Arundhati Roy’s new book of flower-paste and poetry

Published June 2, 2017
The story may stun Arundhati Roy’s critics into silence, or provoke even more anger.
The story may stun Arundhati Roy’s critics into silence, or provoke even more anger.

NEW DELHI: The embargo was for June 6, but the scrum to review Arundhati Roy’s new book seemed set on Thursday to breach the fragile oath by those who were handed early proofs of The Ministry of Utmost Happiness. And Dawn has got permission to join the melee.

Twenty years since The God of Small Things, The Ministry sets a geographical and cultural shift on Ms Roy’s canvass. Far from her home turf in Kerala, where the Booker-winning book was situated, The Ministry recasts a multi-layered narrative about invincible spirits and their joys and tragedies from a vantage point in an Old Delhi graveyard. There, Anjum the hijra, survivor of the massacre of Muslims in 2002, has set up a home she calls Jannat Guest House.

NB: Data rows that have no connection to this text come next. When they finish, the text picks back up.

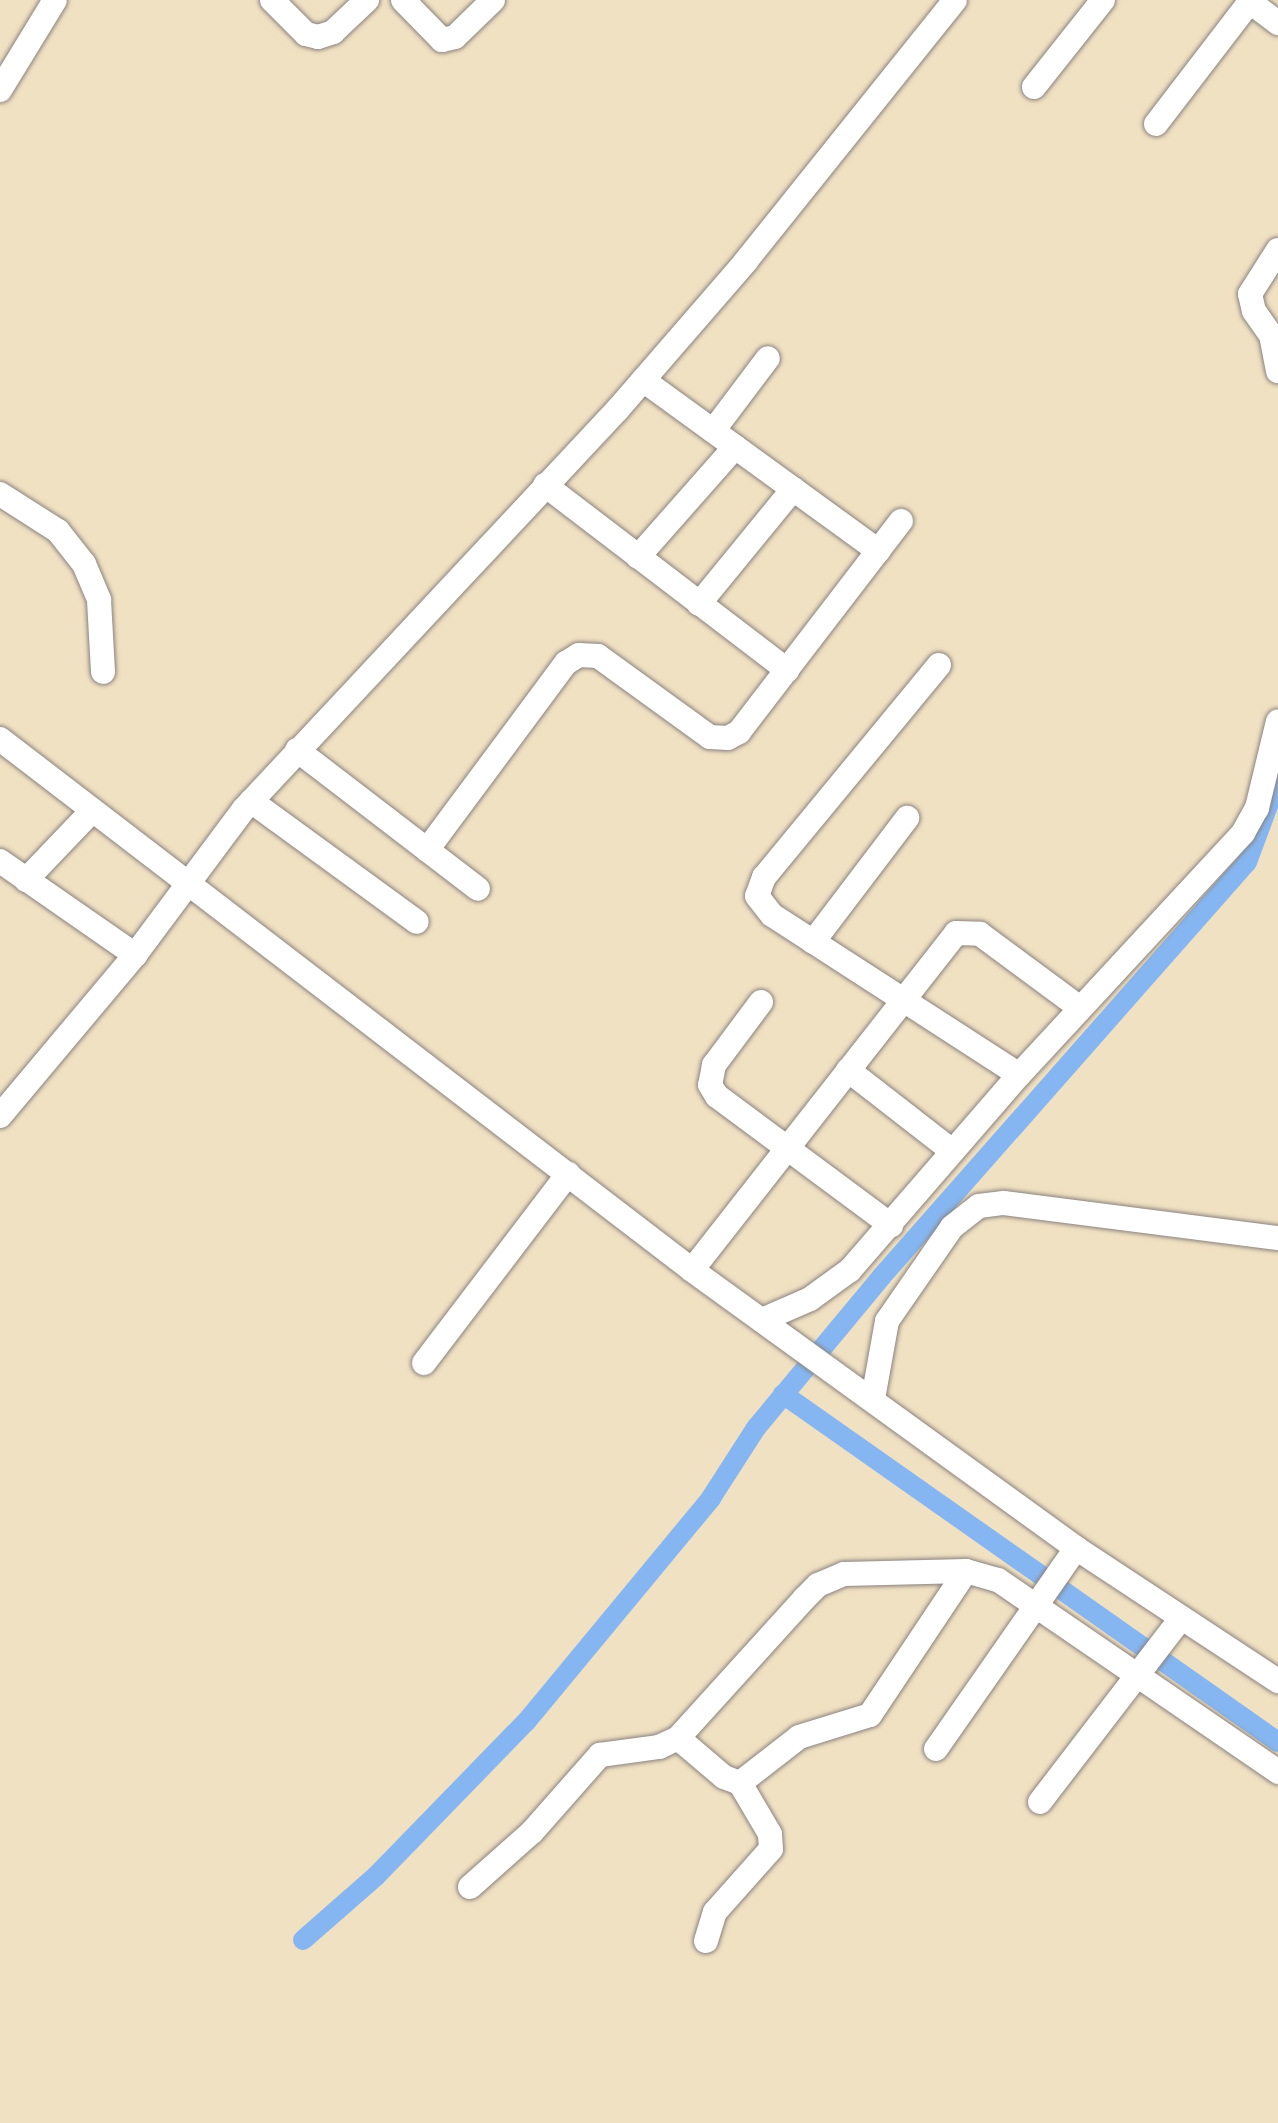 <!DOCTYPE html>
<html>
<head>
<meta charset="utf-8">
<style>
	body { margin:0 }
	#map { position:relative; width:1278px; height:2123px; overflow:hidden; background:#f1e1c3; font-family:Mali,sans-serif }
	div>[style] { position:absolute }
	.canal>* { height:20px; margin:-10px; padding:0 10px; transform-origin:10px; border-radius:10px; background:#86b6f1 }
	.roads { filter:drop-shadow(0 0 2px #8a827f) drop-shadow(0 0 2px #8a827f) }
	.minor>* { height:24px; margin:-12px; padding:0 12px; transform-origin:12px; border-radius:12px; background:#fff }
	span { translate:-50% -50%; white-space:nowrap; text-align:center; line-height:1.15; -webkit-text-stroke:7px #fbf7ec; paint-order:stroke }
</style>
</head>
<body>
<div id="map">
	<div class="canal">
		<div style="left:783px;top:1394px;width:605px;rotate:35.11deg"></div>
		<div style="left:303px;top:1940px;width:97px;rotate:-41.2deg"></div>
		<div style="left:376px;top:1876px;width:215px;rotate:-45.8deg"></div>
		<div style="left:526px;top:1722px;width:291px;rotate:-50.4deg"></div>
		<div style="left:711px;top:1498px;width:83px;rotate:-57.3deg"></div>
		<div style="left:756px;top:1428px;width:197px;rotate:-50.3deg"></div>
		<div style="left:882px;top:1276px;width:552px;rotate:-48.6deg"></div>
		<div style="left:1247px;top:862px;width:89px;rotate:-69.5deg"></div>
	</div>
	<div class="roads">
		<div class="minor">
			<div style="left:272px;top:0;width:48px;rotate:45deg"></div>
			<div style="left:306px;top:34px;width:12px;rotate:14deg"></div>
			<div style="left:318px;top:37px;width:16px;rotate:-18deg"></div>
			<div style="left:333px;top:32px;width:47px;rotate:-43.3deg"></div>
			<div style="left:403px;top:0;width:56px;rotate:45.7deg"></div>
			<div style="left:442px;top:40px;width:13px;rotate:-13deg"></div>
			<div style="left:455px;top:37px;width:53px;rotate:-44.2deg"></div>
			<div style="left:1250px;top:2px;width:35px;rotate:37deg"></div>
			<div style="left:1034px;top:87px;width:111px;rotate:-51.6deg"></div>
			<div style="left:0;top:90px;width:105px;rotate:-58.6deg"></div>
			<div style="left:1156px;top:124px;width:156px;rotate:-52.5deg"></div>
			<div style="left:1278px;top:250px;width:52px;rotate:122.5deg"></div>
			<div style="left:1250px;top:294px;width:17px;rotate:77deg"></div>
			<div style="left:1254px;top:311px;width:29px;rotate:55deg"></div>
			<div style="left:1271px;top:335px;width:37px;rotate:79deg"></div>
			<div style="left:643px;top:380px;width:291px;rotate:36deg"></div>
			<div style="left:713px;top:431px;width:91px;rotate:-53deg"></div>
			<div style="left:545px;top:485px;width:305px;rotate:37.4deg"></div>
			<div style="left:0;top:494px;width:69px;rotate:32.5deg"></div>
			<div style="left:58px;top:531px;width:42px;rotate:51.8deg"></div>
			<div style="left:84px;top:564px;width:39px;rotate:67deg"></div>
			<div style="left:99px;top:600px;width:72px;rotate:86.8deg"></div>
			<div style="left:638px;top:557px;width:147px;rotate:-48.6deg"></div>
			<div style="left:699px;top:604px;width:149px;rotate:-50.7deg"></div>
			<div style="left:939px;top:665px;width:275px;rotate:129.5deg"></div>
			<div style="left:764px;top:877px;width:20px;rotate:110deg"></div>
			<div style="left:757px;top:896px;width:24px;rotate:52deg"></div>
			<div style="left:772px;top:915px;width:294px;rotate:32.9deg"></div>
			<div style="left:0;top:739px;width:872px;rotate:37.5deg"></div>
			<div style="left:692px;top:1270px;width:474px;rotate:35.9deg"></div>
			<div style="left:1076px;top:1548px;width:242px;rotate:33.4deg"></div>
			<div style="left:297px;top:750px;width:228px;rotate:37.5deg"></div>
			<div style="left:251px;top:801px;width:205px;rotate:36.1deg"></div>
			<div style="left:427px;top:850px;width:233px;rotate:-53.4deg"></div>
			<div style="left:566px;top:663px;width:15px;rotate:-32deg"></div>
			<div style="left:579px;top:655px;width:19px;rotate:3deg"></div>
			<div style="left:598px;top:656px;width:138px;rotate:35.9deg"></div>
			<div style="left:710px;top:737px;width:18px;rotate:3deg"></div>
			<div style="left:728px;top:738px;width:13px;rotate:-29deg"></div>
			<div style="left:739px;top:732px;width:266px;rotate:-52.5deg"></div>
			<div style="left:0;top:861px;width:165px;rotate:34.8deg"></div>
			<div style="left:26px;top:880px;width:95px;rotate:-46.3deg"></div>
			<div style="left:813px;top:942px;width:156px;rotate:-52.8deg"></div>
			<div style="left:761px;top:1002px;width:79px;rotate:126.7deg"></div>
			<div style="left:714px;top:1065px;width:20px;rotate:101deg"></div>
			<div style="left:710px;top:1085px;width:13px;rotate:58deg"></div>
			<div style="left:717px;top:1096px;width:217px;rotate:36.6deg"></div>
			<div style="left:848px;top:1070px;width:132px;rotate:37.9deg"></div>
			<div style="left:0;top:1116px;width:210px;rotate:-50deg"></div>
			<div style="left:135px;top:955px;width:182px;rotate:-53.3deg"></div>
			<div style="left:244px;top:809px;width:548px;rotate:-46.92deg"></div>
			<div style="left:618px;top:409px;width:196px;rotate:-49.1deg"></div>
			<div style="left:746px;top:261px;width:334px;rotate:-51.3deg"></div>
			<div style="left:692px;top:1270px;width:428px;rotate:-51.9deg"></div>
			<div style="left:956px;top:933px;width:24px;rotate:2deg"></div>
			<div style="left:980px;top:934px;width:124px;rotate:36.5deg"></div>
			<div style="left:762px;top:1320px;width:52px;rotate:-23.6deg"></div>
			<div style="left:810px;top:1299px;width:49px;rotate:-35.9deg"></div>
			<div style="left:850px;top:1270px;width:258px;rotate:-49.1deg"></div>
			<div style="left:1019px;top:1075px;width:330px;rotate:-47.2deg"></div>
			<div style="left:1243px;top:833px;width:29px;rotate:-61deg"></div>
			<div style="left:1257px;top:808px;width:89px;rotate:-76.4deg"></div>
			<div style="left:424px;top:1363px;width:238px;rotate:-52.7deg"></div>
			<div style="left:873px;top:1399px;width:79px;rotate:-79.8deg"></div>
			<div style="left:887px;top:1321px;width:114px;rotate:-55.3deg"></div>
			<div style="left:952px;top:1227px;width:34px;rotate:-38deg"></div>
			<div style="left:979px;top:1206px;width:25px;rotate:-7deg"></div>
			<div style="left:1004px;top:1203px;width:276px;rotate:7.3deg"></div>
			<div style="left:678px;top:1738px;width:60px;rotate:40.3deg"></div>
			<div style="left:724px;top:1777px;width:17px;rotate:21deg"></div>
			<div style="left:740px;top:1783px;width:75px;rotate:-37.9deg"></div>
			<div style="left:799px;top:1737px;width:74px;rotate:-17.2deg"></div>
			<div style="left:870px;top:1715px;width:173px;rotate:-56.3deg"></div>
			<div style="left:936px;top:1749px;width:245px;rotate:-55.1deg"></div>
			<div style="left:1040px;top:1802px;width:232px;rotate:-52.5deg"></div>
			<div style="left:470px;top:1887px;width:83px;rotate:-41.6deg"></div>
			<div style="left:532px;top:1832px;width:103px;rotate:-48.6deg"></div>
			<div style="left:600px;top:1755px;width:60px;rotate:-7.7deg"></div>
			<div style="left:659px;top:1747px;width:21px;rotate:-25deg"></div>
			<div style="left:678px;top:1738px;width:188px;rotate:-47.8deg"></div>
			<div style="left:804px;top:1599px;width:20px;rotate:-45deg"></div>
			<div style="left:818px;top:1585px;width:28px;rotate:-23deg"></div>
			<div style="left:844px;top:1574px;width:122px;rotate:-1.4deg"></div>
			<div style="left:966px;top:1571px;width:33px;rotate:16deg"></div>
			<div style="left:998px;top:1580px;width:340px;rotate:34.4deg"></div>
			<div style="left:706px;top:1941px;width:30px;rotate:-73deg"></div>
			<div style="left:715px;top:1912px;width:84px;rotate:-48.4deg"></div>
			<div style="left:771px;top:1849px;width:15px;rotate:-94deg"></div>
			<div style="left:770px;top:1834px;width:59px;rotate:-120.5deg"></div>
		</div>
	</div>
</div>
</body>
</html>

Had Ghalib lost his way in the narrow lanes of mediaeval Delhi, Roy would perhaps have helped him find his house. Such is her total grasp of the legendary quarters of the fabled Mughal city that fell on hard times. They are all there in the book, the sweaty teeming poor, the stench from the fish market past the Urdu Bazaar, meandering between Chitli Qabar and Shah Sarmad’s mausoleum, a stone’s throw from the footsteps of the Jama Masjid. Somewhere close-by is the graveyard where Anjum the hijra lives in her tin-roofed Jannat Guest House.

Paradise in a graveyard could be a hidden reference to a state of being, perhaps not too oblique a reference to Kashmir’s ongoing brutalisation. The disputed Himalayan region after all had earned the sobriquet of paradise on Earth from kings and poets. Roy’s story straddles the two paradises and as many graveyards.

The narrative takes us through the military occupation that is cross-dressed as Indian democracy.

Trees and flowers, furtive animals, birds and tiny insects link her two books but they assume a new range of poetic and tragic realities.

On occasions there is straight reporting. As her lens moves from the plight of Anjum in the communal frenzy, the description of rightwing Hindu mayhem in Gujarat zooms in on the disappeared grave of a romantic mediaeval Urdu poet who loved, and wrote about, its people.

“They learned in passing that Wali Dakhani’s shrine had been razed to the ground and a tarred road built over it, erasing every sign that it had ever existed. (Neither the police, nor the mob, nor the chief minister could do anything about the people who continued to leave flowers in the middle of the new tarred road where the shrine used to be. When the flowers were crushed to paste under the wheels of fast cars, new flowers would appear. And what can anybody do about the connection between flower-paste and poetry?)”

Anjum’s Jannat Guest House has its material rationale. “The advantage of the guesthouse in the graveyard was that unlike every other neighbourhood in the city, including the most exclusive ones, it suffered no power cuts. Not even in the summer. This was because Anjum stole electricity from the mortuary, where the corpses required round-the-clock refrigeration. (The city’s paupers who lay there in air-conditioned splendour had never experienced anything of the kind while they were alive.)” By revealing Anjum’s ability to sing a clutch of raags such as Durga and Bhairav Roy explores her own more than cursory involvement with classical music.

The enigmatic Tilottama, or Tilo, the book’s main heroine reveals Roy’s decades-old bonds with Kashmir. A description of a tortured boy at an investigation centre in Srinagar shows Roy’s stoic observation skill and a keen eye for detail. She knows exactly what is afoot, and who drives it. The scene in the investigation room is haunting and Ashfaq Mir, the presiding officer, uses the Kashmiri word for militants — milton. The traumatic visit over, Tilo and her friend’s friend Naga are returning to their hotel in Srinagar.

“On their way to Ahdoos, sitting in the claustrophobic backseat of an armoured gypsy, Naga held Tilo’s hand. Tilo held his hand back. He was acutely aware of the circumstances in which that tentative exchange of tenderness was taking place. He could feel the tremor under her skin. Still, of all the women in the world, to have this woman’s hand in his made him indescribably happy.”

Ahead of the book’s release, a parallel and hostile track of episodes has been playing out on Indian news channels, in fear or in anger with or without reference to the unread book. A BJP legislator and actor called for tying her to a military jeep as a human shield. Rightwing news anchors have declared her anti-national, not a new charge but one among many flung at her since over 20 years. The book could stun them into silence, or perhaps provoke more anger.

However, Tilo’s words of a tragic denouement ring through the closing chapters of the book that will make Roy’s many fans and foes sit up. “How to tell a shattered story? By slowly becoming everybody. No. By slowly becoming everything.”